My band was the opposite — they recognized my strengths so much that they were able to help me write the songs that made the most sense for my personality and voice. Then, the record just took its own shape.
I think it’s important to honor the musicians that comprise Train right now. They clearly played a major role in bringing AM Gold to life.
My favorite song on the record, still, is probably “Running Back.” There’s a couple that I really love, but “Running Back” came early. I was like, “Wow, we can probably do a lot of great songs if we can make this.” That was with [keyboardist and guitarist] Jerry Becker and [ drummer] Matt Musty. They were actually here in my studio — in this dungeon that I live in.
And then, when it was lockdown, we just tried to continue it on Zoom — whatever we could. We would send some of these things to [guitarist] Taylor Locke and [bassist] Hector Maldonado to finish up, and have the girls — Sakai [Smith] and Nikita [Houston] — come and sing on the tracks when they were at the latter part of the writing.
What can you tell me about the song “AM Gold”?
“AM Gold” was the last track to be written, and it was basically because — as my manager would [say] — I’m not good at picking hits or even [knowing] what a good record sounds like, or album. People don’t make albums anymore, but I should, because Train fans have been listening to albums for 25 or 30 years. So, I need to continue to make albums for people who like what I do.
As he was listening to 100 songs and recognized that these 11 or 13 songs were really special, he said, “This sounds like an AM Gold record.” I didn’t even know what that is, so I looked it up and found that these AM compilations were filled with all the yacht-rock stuff I love so much. Then, I wrote “AM Gold” to finish the record.
It had tempo, it’s a self-love song, and it also fills the one part of the album I think was lacking as far as an “AM Gold” compilation record — that uptempo, disco, Bee Gees kind of thing. Or at least my version of it.

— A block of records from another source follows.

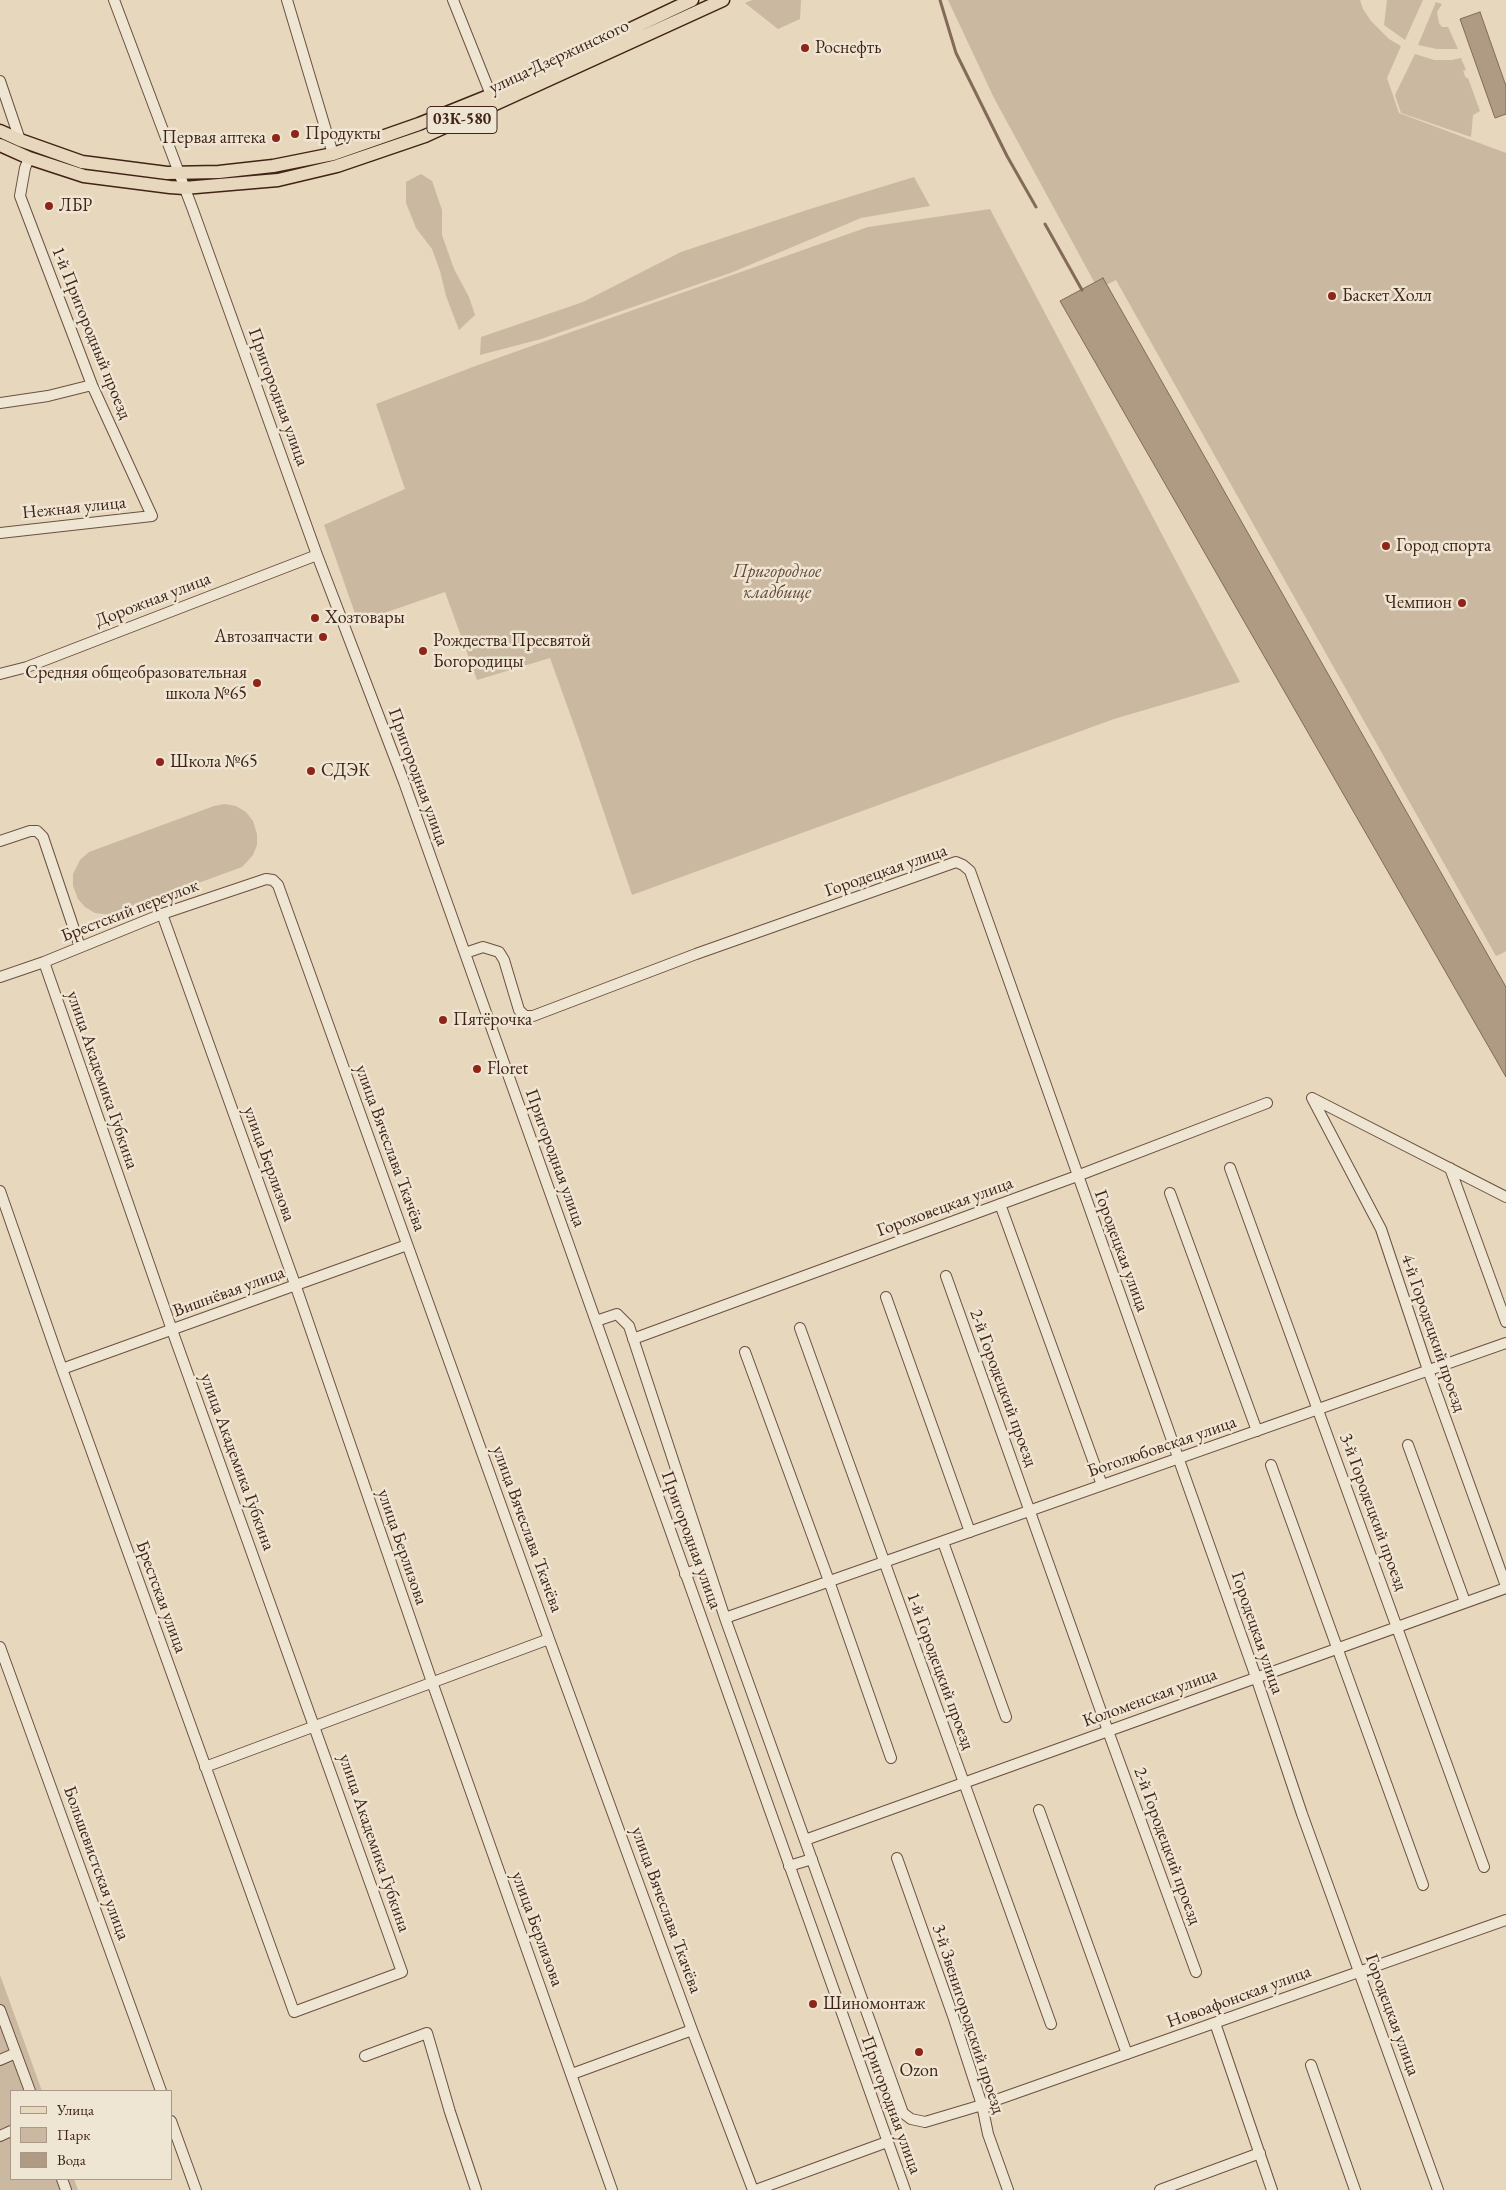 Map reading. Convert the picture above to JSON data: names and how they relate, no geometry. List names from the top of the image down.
{
  "streets": {
    "main road": ["улица Дзержинского", "03К-580"],
    "street": [
      "1-й Пригородный проезд",
      "Пригородная улица",
      "Нежная улица",
      "Дорожная улица",
      "Городецкая улица",
      "Брестский переулок",
      "улица Академика Губкина",
      "улица Вячеслава Ткачёва",
      "улица Берлизова",
      "Гороховецкая улица",
      "Вишнёвая улица",
      "4-й Городецкий проезд",
      "2-й Городецкий проезд",
      "Боголюбовская улица",
      "3-й Городецкий проезд",
      "Брестская улица",
      "1-й Городецкий проезд",
      "Коломенская улица",
      "Большевистская улица",
      "Новоафонская улица",
      "3-й Звенигородский проезд"
    ]
  },
  "crossings": [
    ["улица Дзержинского", "1-й Пригородный проезд"],
    ["улица Дзержинского", "Пригородная улица"],
    ["1-й Пригородный проезд", "Нежная улица"],
    ["Пригородная улица", "Дорожная улица"],
    ["Пригородная улица", "Городецкая улица"],
    ["Пригородная улица", "Новоафонская улица"],
    ["Городецкая улица", "Гороховецкая улица"],
    ["Городецкая улица", "Боголюбовская улица"],
    ["Городецкая улица", "Коломенская улица"],
    ["Городецкая улица", "Новоафонская улица"],
    ["Брестский переулок", "улица Академика Губкина"],
    ["Брестский переулок", "улица Вячеслава Ткачёва"],
    ["Брестский переулок", "улица Берлизова"],
    ["улица Академика Губкина", "Вишнёвая улица"],
    ["улица Академика Губкина", "Брестская улица"],
    ["улица Вячеслава Ткачёва", "Вишнёвая улица"],
    ["улица Берлизова", "Вишнёвая улица"],
    ["Гороховецкая улица", "Новоафонская улица"],
    ["Вишнёвая улица", "Брестская улица"],
    ["4-й Городецкий проезд", "Боголюбовская улица"],
    ["4-й Городецкий проезд", "Коломенская улица"],
    ["2-й Городецкий проезд", "Боголюбовская улица"],
    ["2-й Городецкий проезд", "Коломенская улица"],
    ["Боголюбовская улица", "3-й Городецкий проезд"],
    ["Боголюбовская улица", "1-й Городецкий проезд"],
    ["Боголюбовская улица", "Новоафонская улица"],
    ["3-й Городецкий проезд", "Коломенская улица"],
    ["1-й Городецкий проезд", "Коломенская улица"],
    ["Коломенская улица", "Новоафонская улица"],
    ["Новоафонская улица", "3-й Звенигородский проезд"]
  ],
  "parks": ["Пригородное кладбище"],
  "places": [
    "Роснефть",
    "Продукты",
    "Первая аптека",
    "ЛБР",
    "Баскет Холл",
    "Город спорта",
    "Чемпион",
    "Хозтовары",
    "Автозапчасти",
    "Рождества Пресвятой Богородицы",
    "Средняя общеобразовательная школа №65",
    "Школа №65",
    "СДЭК",
    "Пятёрочка",
    "Floret",
    "Шиномонтаж",
    "Ozon"
  ],
  "legend": ["Улица", "Парк", "Вода"]
}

*Photo: Kimberly White/Getty Images for Capital Concerts*
Your singing throughout the album is really nice. Do you feel like you’re having a growth spurt with your musicianship?
It’s either that I’m growing and getting better and understanding my own voice, or autotune has really gotten great over the past 25 years. [Laughs]

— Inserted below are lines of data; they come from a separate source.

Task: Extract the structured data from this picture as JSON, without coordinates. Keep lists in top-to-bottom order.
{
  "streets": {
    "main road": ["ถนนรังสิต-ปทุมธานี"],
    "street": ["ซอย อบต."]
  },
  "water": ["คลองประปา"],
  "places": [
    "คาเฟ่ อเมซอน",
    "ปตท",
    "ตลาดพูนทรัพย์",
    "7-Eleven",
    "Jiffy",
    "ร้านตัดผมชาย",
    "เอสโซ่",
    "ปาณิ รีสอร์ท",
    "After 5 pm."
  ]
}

**Spiritually speaking, where does AM Gold fit into your discography? Can you articulate how it expands on past albums like A Girl, a Bottle, a Boat?**
You know, I was listening to A Girl, a Bottle, a Boat the other day. We were at a Mother’s Day event, and we got this room where we could all be together as a family, and they started to play music. All of a sudden, these songs from A Girl, a Bottle, a Boat came on, and I was like, “Man, I love this album. It’s so different from AM Gold, but I love it.”
There are albums that I listen to from Train’s past, and I can’t get through much of it — because I want to take it back and do it better, or whatever. It’d probably be like a writer reading a novel he wrote when he’s young and now he — or she — is developed in their own craft.

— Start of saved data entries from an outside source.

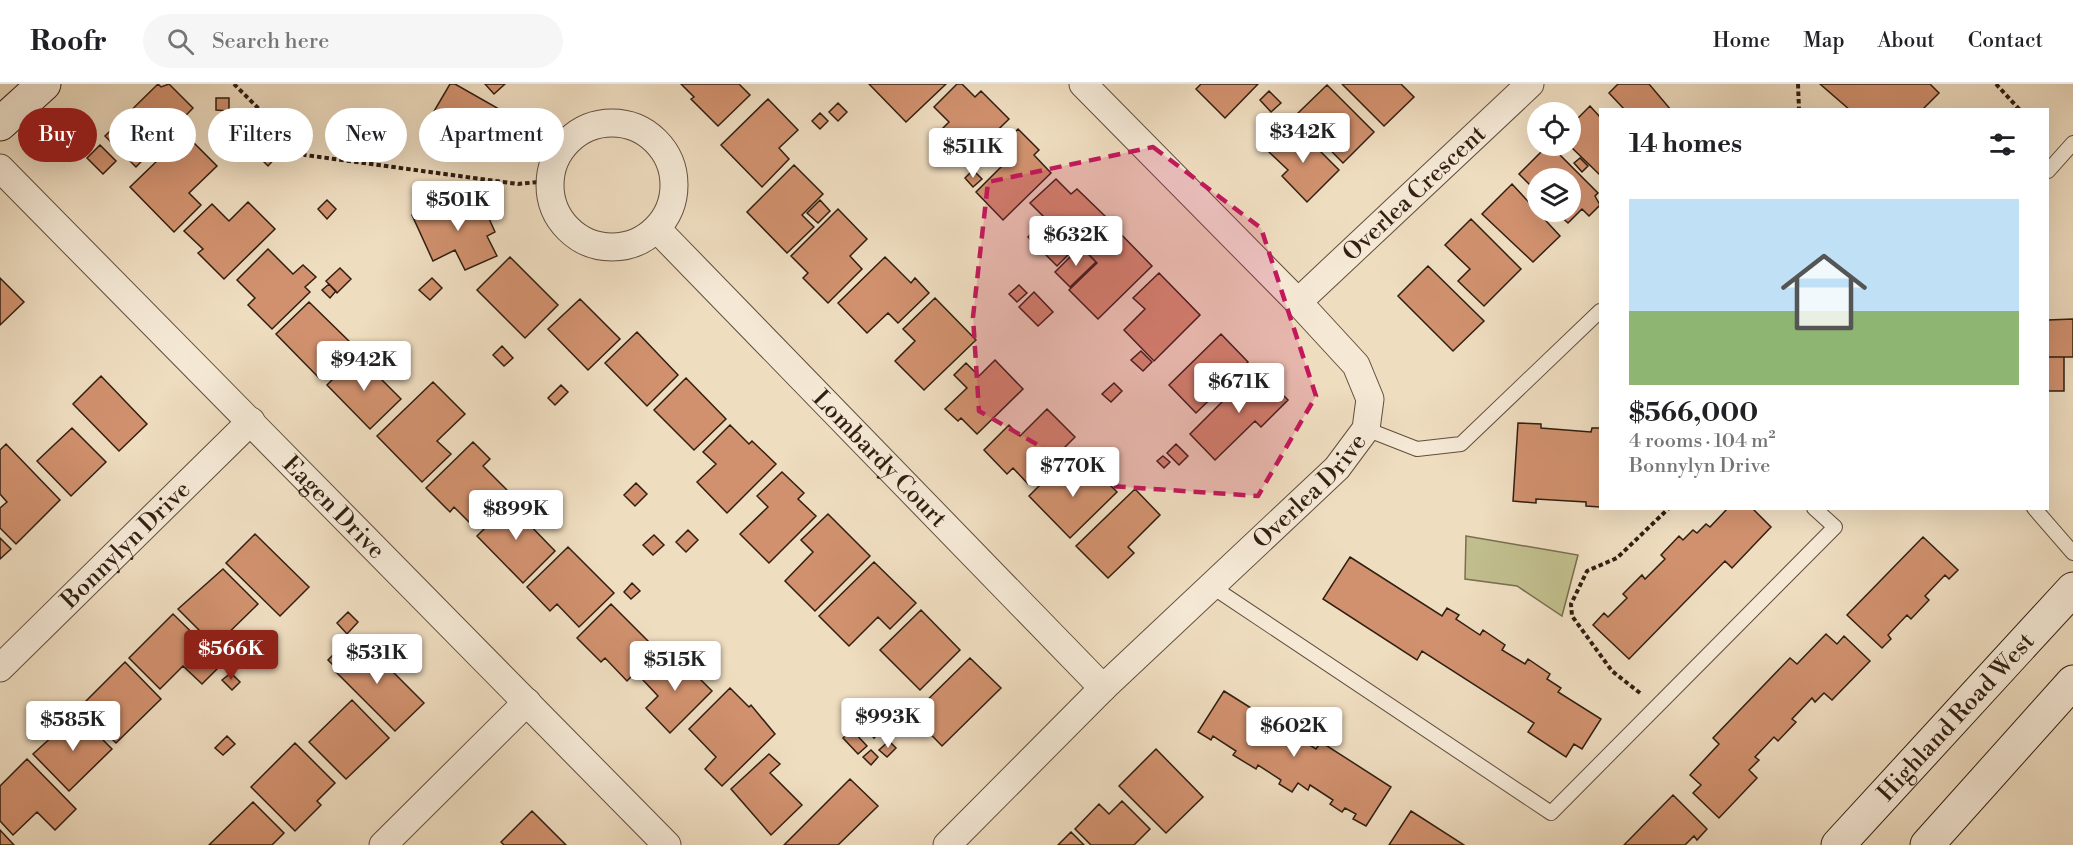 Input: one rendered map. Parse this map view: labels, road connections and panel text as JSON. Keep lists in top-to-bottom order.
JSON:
{
  "streets": {
    "main road": ["Highland Road West"],
    "street": [
      "Overlea Crescent",
      "Lombardy Court",
      "Overlea Drive",
      "Eagen Drive",
      "Bonnylyn Drive"
    ]
  },
  "crossings": [
    ["Overlea Crescent", "Overlea Drive"],
    ["Lombardy Court", "Overlea Drive"],
    ["Eagen Drive", "Bonnylyn Drive"]
  ],
  "page": {
    "header": "Roofr",
    "search": "Search here",
    "nav": [
      "Home",
      "Map",
      "About",
      "Contact"
    ],
    "chip": [
      "Buy",
      "Rent",
      "Filters",
      "New",
      "Apartment"
    ],
    "heading": "14 homes",
    "price": [
      "$342K",
      "$511K",
      "$501K",
      "$632K",
      "$942K",
      "$671K",
      "$770K",
      "$899K",
      "$566K",
      "$531K",
      "$515K",
      "$993K",
      "$585K",
      "$602K"
    ],
    "list": [
      {
        "name": "$566,000",
        "note": "4 rooms · 104 m² · Bonnylyn Drive"
      }
    ]
  }
} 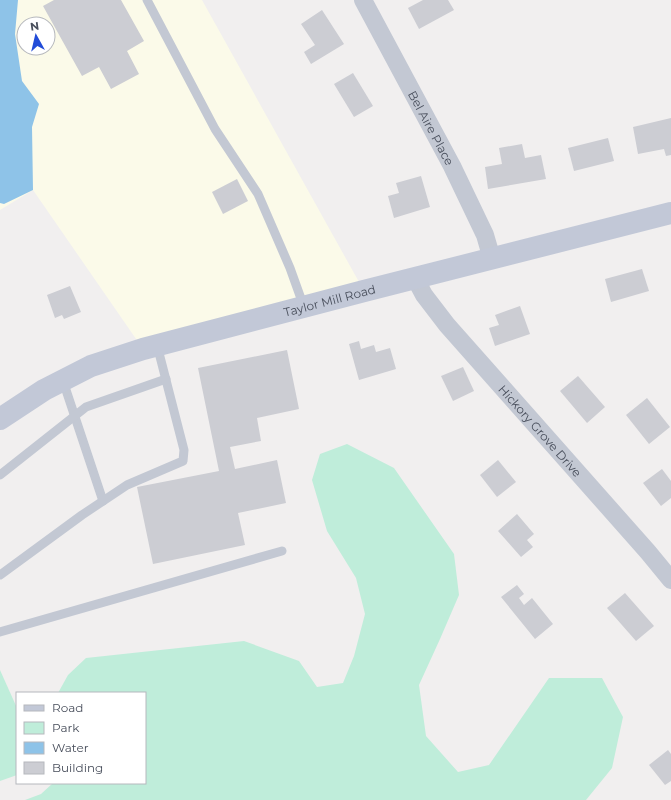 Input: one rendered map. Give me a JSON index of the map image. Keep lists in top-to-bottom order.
{
  "streets": {
    "main road": ["Taylor Mill Road"],
    "street": ["Bel Aire Place", "Hickory Grove Drive"]
  },
  "crossings": [
    ["Bel Aire Place", "Taylor Mill Road"],
    ["Taylor Mill Road", "Hickory Grove Drive"]
  ],
  "legend": [
    "Road",
    "Park",
    "Water",
    "Building"
  ],
  "north": "top"
}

I feel like AM Gold is definitely me moving forward in quality. I think the songs are less quirky. And I like quirky. I wrote “soy latte” in a love song. I like those moments of “different,” but there’s really no weird, quirky song on this record.
What instrumental or production techniques did you pursue to get the particular sound you wanted? Obviously, you’re digging into the toolbox of the ’70s.
You know, there were a few moments of clarity for me.
One was, I went and saw the Eagles, and I was so — I don’t want to say “blown away,” but I was impressed how musically exceptional they were. So, I really wanted guitars to have a beautiful place on this. There’s little riffs. Nobody’s looking for a three- or five-minute guitar solo anymore, but I wanted there to be moments of “Those are some tough guys. Seeing that live would be really special.”
Another moment was that [producer and arranger] Rob Mathis, who’s been a lifelong friend, wrote a string and horn arrangement on many of the songs. And when he listened to the songs, he knew [Snaps fingers] immediately what I was wanting.
So, he was like, “We’re going to go for that old Philly horn/string sound from the days of all these great Philly artists.” Including Hall and Oates! They had some great Philadelphia sounds in there. He knew enough to make those sorts of arrangements, and I think that really made the record a lot better.
*Hall and Oates with Pat Monahan performing in Portland, Oregon, in 2018. Photo: Anthony Pidgeon/Redferns*
Last night, I was listening to Bob Seger‘s Night Moves and Fleetwood Mac‘s Tango in the Night, marveling at how every second was packed with ear candy. Were you trying to imbue AM Gold with that quality of sweating the details?
Probably. When you hear a song before all the little fun moments, it sounds great — because it has to. If it’s not a good song, it’s not a good song; it doesn’t matter how many special effects you put into a movie. But if you have a good song and then you add the special effects, then it’s really special, and that feels good.
Because my Night Moves, when I was a kid, was [Supertramp‘s] Breakfast in America. Listening to all the special things happening in those songs was inspiring.
We’re talking in part because we’re going to help bring “Cleopatra” into the world. Can you expand on that song and how Sofía Reyes got on board?
This was a kind of early song, too, around the same time as “Running Back.” I don’t know why “Cleopatra” was the vision of Cleopatra and Mark Antony and how brief their time together was. It’s a story that you learn when you’re a child. That was the inspiration for the song, which was pretty simple.
But Sofía is a really amazing artist. And when we asked her to be part of it, she filled the void which was missing so much. I was singing the la-la-las, and it needed to be a woman, because I’m singing to a woman who’s singing to me.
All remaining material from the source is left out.